Perplexity is a measurement of how well a probability model predicts a sample.
Intuitively, perplexity can be understood as a measure of uncertainty. Say the real thing you want to predict is the sequence of numbers from one to six. If you predict each number in turn with a six-sided die, you will be right about one-sixth of the time. The die's perplexity with this data (and really with any data it could possibly predict - dice are dumb) is six. The perplexity of whatever you're evaluating, on the data you're evaluating it on, sort of tells you "this thing is right about as often as an x-sided die would be."
Wikipedia defines perplexity as:
“a measurement of how well a probability distribution or probability model predicts a sample."
What is perplexity? from stats.exchange.com by Henry
It gives the perplexity of a discrete distribution as
$$2^{-\sum_x p(x)\log_2 p(x)}$$
which could also be written as
$$\exp\left({\sum_x p(x)\log_e \frac{1}{p(x)}}\right)$$
i.e. as a weighted geometric average of the inverses of the probabilities. For a continuous distribution, the sum would turn into an integral.
The article also gives a way of estimating perplexity for a model using $N$ pieces of test data
$$2^{-\sum_{i=1}^N \frac{1}{N} \log_2 q(x_i)}$$
which could also be written
$$\exp\left(\frac{{\sum_{i=1}^N \log_e \left(\dfrac{1}{q(x_i)}\right)}}{N}\right) \text{ or } \sqrt[N]{\prod_{i=1}^N \frac{1}{q(x_i)}}$$
or in a variety of other ways, and this should make it even clearer where "log-average inverse probability" comes from.
Bits-per-character and bits-per-word
Bits-per-character (BPC) is another metric often reported for recent language models.
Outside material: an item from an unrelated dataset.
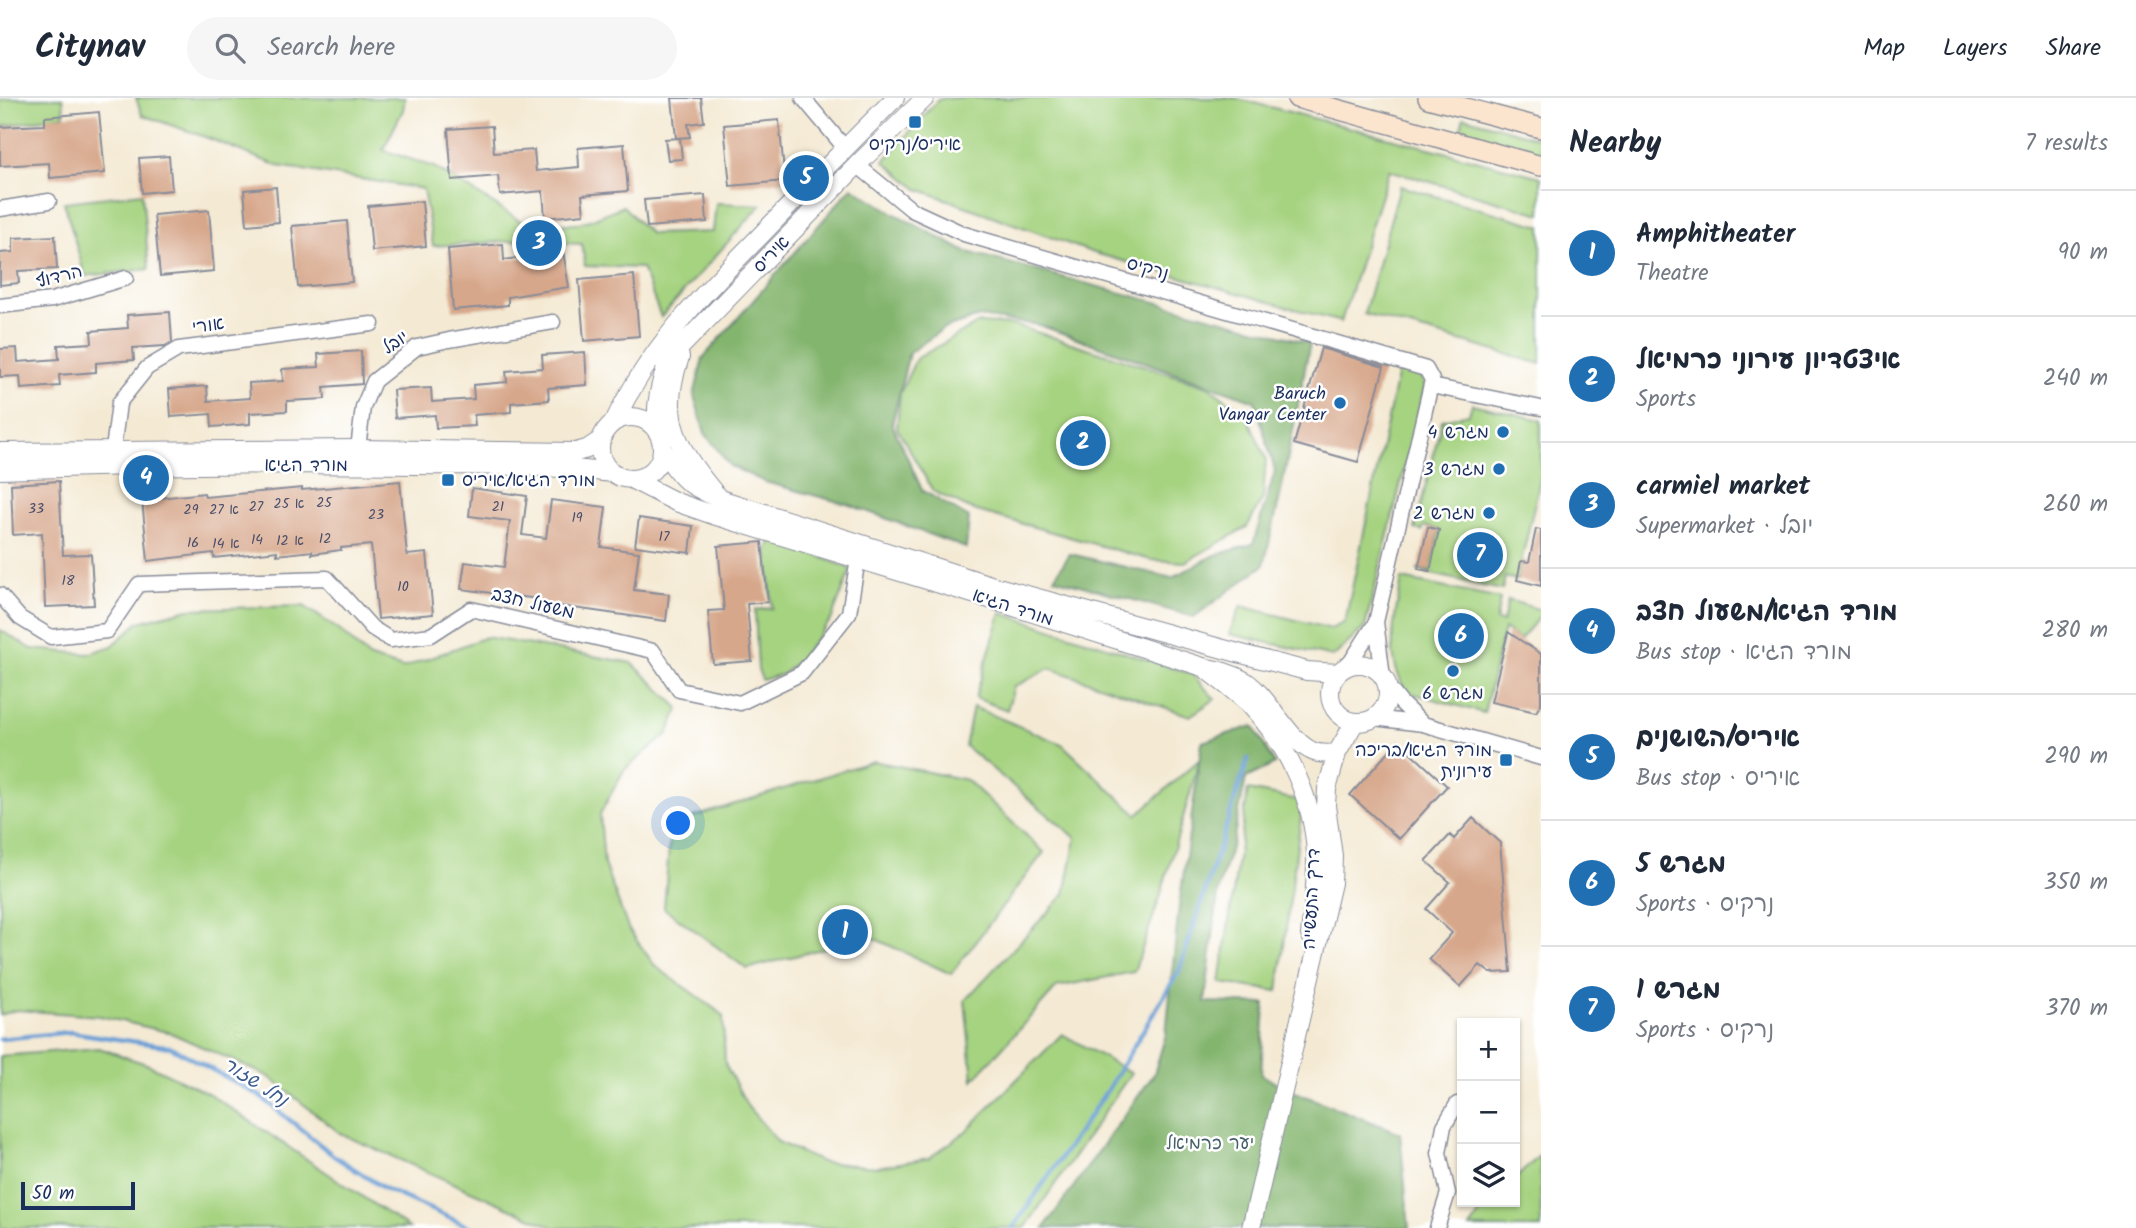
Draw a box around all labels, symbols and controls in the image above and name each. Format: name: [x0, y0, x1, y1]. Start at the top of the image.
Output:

It measures exactly the quantity that it is named after the average number of bits needed to encode on character. This leads to revisiting Shannon’s explanation of entropy of a language:
“if the language is translated into binary digits (0 or 1) in the most efficient way, the entropy is the average number of binary digits required per letter of the original language."
By this definition, entropy is the average number of BPC. The reason that some language models report both cross-entropy loss and BPC is purely technical.
In the case of Alex Graves' papers, the aim of the model is to approximate the probability distribution of the next character given past characters. At each time step $t$, let's call this (approximate) distribution $\hat{P}_t$ and let $P_t$ be the true distribution. These discrete probability distributions can be represented by a vector of size $n$, where n is the number of possible characters in your alphabet.
So the BPC or average cross-entropy can be calculated as follows:
\begin{align}
bpc(string) = \frac{1}{T}\sum_{t=1}^T H(P_t, \hat{P}_t) &= -\frac{1}{T}\sum_{t=1}^T \sum_{c=1}^n P_t(c) \log_2 \hat{P}_t(c), \\
& = -\frac{1}{T}\sum_{t=1}^T \log_2 \hat{P}_t(x_t).
\end{align}
Where $T$ is the length of your input string.
The equality in the second line comes from the fact that the true distribution $P_t$ is zero everywhere except at the index corresponding to the true character $x_t$ in the input string at location $t$.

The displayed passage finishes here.